[Wine] Why can't one run Wine apps in Windows

Rico Schüller kgbricola at web.de
Sun Oct 17 03:30:47 CDT 2010


Am 17.10.2010 07:56, schrieb Charles Davis:
> On 10/16/10 11:36 PM, adav84 wrote:
>    
>> Hello,
>>
>> from mere curiosity, I copied my .wine folder to Windows and tried running the *.exe files therein (such as notepad.exe, clock.exe etc), but absolutely nothing seems to happen.
>> Is this normal?
>>      
> Yes. They're not real executable files. They're stubs that are put there
> to fool stupid Windows programs that expect them to be there.
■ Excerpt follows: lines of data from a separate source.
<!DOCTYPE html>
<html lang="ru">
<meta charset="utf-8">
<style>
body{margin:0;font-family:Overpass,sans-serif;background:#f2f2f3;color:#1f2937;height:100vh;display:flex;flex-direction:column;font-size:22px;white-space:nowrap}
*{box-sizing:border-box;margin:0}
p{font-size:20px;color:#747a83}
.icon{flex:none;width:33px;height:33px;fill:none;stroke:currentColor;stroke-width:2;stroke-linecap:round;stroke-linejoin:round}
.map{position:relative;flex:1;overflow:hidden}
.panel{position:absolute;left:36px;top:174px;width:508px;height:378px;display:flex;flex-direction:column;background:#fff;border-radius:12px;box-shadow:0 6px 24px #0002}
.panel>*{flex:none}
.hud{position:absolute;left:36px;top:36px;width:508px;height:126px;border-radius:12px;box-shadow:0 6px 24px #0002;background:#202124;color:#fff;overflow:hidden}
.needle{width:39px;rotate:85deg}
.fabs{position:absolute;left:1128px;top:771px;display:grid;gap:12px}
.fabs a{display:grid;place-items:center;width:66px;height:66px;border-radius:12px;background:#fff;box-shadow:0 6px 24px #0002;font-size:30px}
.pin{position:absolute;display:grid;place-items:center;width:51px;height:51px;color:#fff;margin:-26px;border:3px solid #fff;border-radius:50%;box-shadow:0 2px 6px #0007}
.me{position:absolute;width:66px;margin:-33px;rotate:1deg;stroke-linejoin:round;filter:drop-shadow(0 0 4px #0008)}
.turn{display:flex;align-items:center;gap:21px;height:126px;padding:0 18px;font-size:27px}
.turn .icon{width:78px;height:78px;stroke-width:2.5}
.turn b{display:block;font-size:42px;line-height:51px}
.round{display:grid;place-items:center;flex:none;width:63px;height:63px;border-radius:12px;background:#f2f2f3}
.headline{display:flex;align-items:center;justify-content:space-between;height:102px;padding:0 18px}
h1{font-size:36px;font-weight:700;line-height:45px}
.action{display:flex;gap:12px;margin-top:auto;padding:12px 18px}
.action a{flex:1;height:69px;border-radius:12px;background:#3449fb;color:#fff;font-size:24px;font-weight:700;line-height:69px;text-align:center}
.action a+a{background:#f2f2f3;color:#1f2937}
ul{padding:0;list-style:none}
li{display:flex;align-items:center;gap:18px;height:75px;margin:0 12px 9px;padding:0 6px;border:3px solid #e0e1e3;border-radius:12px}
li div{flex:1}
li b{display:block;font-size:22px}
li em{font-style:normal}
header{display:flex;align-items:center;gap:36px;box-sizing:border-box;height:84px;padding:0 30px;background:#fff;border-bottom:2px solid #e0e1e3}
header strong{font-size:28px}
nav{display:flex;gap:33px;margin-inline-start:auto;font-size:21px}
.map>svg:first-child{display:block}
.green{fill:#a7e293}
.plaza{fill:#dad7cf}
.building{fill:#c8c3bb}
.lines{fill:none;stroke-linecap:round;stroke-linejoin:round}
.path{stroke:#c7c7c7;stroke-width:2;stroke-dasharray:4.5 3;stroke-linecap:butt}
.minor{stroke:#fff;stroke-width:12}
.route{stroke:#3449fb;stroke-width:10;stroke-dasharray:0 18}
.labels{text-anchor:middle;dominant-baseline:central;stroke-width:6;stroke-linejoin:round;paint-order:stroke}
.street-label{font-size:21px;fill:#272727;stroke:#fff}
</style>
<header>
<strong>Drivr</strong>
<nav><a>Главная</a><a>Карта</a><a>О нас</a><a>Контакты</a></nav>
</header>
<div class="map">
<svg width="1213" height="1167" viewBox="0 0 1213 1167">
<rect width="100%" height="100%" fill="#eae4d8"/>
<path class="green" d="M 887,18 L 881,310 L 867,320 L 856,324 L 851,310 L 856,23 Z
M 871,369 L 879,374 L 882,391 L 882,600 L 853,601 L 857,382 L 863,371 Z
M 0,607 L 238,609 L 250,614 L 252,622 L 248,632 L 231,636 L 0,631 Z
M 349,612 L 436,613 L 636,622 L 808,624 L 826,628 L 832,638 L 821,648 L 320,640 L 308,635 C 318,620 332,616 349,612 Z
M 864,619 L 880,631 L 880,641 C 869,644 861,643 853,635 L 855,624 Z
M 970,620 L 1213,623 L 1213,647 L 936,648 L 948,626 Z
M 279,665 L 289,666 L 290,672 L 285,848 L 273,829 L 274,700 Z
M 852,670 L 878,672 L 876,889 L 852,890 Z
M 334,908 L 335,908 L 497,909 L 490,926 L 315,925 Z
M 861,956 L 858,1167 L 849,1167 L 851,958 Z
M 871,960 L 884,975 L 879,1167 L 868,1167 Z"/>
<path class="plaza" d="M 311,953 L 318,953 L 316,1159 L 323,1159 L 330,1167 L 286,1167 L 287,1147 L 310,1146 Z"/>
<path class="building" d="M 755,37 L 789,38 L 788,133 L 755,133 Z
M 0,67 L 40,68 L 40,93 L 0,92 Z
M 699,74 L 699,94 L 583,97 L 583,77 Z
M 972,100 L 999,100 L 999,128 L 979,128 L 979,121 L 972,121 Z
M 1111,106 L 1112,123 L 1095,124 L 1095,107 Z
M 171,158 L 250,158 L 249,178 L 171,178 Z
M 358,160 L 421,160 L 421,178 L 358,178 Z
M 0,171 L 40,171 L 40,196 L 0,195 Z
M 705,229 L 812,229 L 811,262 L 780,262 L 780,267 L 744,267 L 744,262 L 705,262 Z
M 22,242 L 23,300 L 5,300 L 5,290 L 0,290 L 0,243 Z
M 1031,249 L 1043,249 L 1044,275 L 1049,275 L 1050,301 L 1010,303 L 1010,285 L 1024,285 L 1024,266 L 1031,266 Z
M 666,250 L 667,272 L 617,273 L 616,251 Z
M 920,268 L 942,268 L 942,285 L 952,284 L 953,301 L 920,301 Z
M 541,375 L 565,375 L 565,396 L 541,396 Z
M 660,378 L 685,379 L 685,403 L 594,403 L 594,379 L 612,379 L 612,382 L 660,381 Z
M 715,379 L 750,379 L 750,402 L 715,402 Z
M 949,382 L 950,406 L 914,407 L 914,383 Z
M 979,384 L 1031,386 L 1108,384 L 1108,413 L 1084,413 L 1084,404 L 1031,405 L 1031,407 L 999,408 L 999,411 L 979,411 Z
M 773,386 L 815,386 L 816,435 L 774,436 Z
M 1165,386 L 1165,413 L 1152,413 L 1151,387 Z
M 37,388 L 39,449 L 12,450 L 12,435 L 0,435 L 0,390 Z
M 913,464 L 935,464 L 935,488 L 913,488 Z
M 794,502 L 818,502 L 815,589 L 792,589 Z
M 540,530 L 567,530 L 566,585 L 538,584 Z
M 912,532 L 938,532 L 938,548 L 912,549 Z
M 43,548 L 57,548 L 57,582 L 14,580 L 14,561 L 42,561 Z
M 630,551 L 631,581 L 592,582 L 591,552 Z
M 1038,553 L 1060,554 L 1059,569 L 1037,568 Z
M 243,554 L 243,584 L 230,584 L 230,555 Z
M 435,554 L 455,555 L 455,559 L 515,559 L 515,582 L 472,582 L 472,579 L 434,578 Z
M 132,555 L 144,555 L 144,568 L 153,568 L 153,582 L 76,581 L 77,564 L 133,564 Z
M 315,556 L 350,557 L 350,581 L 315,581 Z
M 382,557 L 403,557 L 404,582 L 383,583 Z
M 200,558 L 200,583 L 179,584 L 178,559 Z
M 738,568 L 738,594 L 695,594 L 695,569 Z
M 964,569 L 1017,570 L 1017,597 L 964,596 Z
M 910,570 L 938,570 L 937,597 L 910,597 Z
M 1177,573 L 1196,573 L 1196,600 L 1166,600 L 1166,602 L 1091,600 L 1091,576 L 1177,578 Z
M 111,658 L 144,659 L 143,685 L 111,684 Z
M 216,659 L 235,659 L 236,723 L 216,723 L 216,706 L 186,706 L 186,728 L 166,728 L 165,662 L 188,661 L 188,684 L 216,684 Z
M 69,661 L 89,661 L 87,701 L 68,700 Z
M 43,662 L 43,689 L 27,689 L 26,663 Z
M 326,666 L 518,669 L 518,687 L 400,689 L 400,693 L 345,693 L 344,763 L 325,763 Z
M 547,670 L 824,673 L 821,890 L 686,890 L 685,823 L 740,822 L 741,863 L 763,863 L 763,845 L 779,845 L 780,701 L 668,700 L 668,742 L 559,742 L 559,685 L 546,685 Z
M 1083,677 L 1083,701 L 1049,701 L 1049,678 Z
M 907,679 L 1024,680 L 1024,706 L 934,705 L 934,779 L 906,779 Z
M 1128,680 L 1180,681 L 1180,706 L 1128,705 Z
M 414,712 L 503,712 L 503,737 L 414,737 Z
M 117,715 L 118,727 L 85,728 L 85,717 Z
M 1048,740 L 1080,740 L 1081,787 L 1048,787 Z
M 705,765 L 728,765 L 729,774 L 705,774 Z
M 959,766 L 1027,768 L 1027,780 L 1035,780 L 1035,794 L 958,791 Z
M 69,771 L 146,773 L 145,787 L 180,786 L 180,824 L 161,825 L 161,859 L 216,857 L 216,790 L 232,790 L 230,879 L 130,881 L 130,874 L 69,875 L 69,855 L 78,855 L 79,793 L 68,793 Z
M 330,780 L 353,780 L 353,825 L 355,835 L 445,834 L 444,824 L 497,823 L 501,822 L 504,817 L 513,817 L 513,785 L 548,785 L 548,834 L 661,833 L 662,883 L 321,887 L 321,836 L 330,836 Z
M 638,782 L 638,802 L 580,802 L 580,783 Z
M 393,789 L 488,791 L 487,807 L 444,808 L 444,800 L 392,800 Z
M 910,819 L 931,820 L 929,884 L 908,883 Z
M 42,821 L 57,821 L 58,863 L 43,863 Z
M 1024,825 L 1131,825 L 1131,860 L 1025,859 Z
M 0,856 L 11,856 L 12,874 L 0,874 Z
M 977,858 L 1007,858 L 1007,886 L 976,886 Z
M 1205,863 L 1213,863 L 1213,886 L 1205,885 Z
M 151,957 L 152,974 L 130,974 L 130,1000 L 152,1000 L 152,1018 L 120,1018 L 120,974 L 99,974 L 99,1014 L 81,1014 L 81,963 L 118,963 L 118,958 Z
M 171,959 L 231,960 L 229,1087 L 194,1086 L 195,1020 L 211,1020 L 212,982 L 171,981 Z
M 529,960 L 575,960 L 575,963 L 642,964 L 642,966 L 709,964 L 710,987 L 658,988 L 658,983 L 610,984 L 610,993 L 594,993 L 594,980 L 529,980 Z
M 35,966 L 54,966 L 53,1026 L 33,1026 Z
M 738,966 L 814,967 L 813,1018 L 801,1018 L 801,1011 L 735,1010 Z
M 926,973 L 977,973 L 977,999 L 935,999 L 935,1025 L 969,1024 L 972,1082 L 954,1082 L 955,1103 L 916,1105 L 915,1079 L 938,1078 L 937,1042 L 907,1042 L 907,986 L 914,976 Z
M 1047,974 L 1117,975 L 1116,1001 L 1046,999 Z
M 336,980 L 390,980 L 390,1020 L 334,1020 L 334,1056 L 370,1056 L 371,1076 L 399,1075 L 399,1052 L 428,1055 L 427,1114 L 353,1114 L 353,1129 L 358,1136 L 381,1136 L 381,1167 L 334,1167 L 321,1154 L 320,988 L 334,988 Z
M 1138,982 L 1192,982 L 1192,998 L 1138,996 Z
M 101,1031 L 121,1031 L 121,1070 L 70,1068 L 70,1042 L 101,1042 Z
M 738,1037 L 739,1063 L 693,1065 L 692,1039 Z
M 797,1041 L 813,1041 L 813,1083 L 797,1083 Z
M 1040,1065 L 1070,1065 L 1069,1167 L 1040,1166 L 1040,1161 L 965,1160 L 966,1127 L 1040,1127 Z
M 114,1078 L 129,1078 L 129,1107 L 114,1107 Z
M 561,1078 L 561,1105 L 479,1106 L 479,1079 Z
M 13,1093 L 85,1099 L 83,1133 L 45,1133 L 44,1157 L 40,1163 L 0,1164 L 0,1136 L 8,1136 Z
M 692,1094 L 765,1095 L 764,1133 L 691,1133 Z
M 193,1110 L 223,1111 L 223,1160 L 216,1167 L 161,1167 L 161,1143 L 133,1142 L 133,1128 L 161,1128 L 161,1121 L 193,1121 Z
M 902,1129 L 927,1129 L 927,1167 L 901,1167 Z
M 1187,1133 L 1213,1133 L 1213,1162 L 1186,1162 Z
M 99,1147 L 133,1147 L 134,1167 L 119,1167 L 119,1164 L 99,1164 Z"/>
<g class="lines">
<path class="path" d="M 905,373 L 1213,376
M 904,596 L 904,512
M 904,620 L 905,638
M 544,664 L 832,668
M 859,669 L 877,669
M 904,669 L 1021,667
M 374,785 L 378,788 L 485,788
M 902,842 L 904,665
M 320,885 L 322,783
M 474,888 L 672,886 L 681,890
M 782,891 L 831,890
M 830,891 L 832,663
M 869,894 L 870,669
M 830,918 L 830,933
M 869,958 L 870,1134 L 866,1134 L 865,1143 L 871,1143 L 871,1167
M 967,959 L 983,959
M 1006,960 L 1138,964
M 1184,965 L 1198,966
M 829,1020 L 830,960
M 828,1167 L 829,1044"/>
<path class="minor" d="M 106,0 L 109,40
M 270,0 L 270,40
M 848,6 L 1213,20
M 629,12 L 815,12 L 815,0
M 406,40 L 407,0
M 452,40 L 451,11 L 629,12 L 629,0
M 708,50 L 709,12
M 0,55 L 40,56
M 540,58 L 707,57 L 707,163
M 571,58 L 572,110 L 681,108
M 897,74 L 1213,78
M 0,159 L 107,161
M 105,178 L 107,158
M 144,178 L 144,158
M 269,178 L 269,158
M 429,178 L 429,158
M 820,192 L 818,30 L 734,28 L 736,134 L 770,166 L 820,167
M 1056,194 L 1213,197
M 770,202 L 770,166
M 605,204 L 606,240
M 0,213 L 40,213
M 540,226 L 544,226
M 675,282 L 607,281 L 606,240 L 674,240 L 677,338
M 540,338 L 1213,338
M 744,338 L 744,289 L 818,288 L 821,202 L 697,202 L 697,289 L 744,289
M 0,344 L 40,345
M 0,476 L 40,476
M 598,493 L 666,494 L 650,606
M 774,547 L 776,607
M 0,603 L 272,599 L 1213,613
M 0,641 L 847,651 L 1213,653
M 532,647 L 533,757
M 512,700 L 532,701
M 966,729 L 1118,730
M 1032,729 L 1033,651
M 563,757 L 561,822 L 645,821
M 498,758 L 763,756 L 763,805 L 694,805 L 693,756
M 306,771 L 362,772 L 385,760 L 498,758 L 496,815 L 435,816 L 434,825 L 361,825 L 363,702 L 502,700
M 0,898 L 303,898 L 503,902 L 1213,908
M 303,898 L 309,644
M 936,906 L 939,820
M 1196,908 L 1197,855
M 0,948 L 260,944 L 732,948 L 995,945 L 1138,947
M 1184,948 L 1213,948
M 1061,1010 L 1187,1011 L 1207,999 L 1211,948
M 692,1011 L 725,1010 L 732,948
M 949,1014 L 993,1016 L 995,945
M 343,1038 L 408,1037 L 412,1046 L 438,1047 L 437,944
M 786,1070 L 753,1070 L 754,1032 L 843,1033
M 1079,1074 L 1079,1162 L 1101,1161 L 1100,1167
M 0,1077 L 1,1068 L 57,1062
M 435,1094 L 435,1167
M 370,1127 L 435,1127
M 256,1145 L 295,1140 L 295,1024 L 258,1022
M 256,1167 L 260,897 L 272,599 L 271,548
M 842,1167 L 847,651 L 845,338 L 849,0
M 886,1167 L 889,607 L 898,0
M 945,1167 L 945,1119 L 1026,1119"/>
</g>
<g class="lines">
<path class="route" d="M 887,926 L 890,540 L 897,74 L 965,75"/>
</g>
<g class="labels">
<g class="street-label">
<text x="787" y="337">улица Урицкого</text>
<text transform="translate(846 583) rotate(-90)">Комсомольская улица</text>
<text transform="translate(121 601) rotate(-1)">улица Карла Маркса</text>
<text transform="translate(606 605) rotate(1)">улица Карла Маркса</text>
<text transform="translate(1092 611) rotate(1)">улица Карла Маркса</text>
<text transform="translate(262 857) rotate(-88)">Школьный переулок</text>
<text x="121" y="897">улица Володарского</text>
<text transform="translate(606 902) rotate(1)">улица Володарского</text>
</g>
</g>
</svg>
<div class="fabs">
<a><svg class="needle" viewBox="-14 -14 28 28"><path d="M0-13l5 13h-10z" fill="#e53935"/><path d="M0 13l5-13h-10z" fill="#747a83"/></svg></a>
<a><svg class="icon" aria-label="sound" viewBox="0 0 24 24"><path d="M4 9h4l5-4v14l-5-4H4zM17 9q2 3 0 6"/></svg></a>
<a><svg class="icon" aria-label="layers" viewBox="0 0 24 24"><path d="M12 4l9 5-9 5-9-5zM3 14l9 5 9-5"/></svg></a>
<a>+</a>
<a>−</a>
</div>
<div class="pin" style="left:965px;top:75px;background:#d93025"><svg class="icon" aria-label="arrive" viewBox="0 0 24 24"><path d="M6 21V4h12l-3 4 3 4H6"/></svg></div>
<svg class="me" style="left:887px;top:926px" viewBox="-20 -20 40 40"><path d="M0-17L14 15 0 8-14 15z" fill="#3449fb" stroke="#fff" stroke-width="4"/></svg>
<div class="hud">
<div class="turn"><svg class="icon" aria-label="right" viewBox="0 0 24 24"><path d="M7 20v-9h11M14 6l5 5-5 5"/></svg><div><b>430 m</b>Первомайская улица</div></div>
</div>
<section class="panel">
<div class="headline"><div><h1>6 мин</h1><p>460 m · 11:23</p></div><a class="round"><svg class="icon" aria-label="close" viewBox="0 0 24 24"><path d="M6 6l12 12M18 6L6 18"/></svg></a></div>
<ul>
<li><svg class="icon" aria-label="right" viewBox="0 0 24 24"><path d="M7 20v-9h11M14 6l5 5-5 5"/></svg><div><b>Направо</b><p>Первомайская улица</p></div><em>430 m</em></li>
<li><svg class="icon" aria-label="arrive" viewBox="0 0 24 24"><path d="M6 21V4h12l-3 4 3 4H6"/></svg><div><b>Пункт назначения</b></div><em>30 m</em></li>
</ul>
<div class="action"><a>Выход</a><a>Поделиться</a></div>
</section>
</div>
They have
> resources (particularly the version resource), but that's about it.
>    
>> Also, is the reason Wine programs don't run in Windows a legal or a technical one?
>>      
> Technical.
>    
>> And, in the latter case, could you provide some detailed info on why this is so?
>>      
> The real executables are located in<prefix>/lib/wine. (<prefix>  is set
> at installation time. Most Linux distros set the<prefix>  to /usr. When
> you install from source, it's set to /usr/local. It could be any valid
> directory though; /opt/local, or /sw, for example.) They're in the
> executable format of your native OS (ELF, or if you run Mac OS X,
> Mach-O), which is different from Windows' (PE). Windows doesn't
> understand executables that aren't in PE format, so you can't run Wine's
> built-in executables on Windows. In fact, Winelib executables (as
> they're called) are actually shared objects. This is so they can be
> loaded by the 'wine' executable. So they're actually useless without the
> 'wine' executable even if Windows could run them.
>
> Chip
>    
If you like to run the programs on windows, you could build the programs 
with mingw.

See http://wiki.winehq.org/CompilingDLLsUsingMingw for references. You 
could build the programs the same way as the dlls.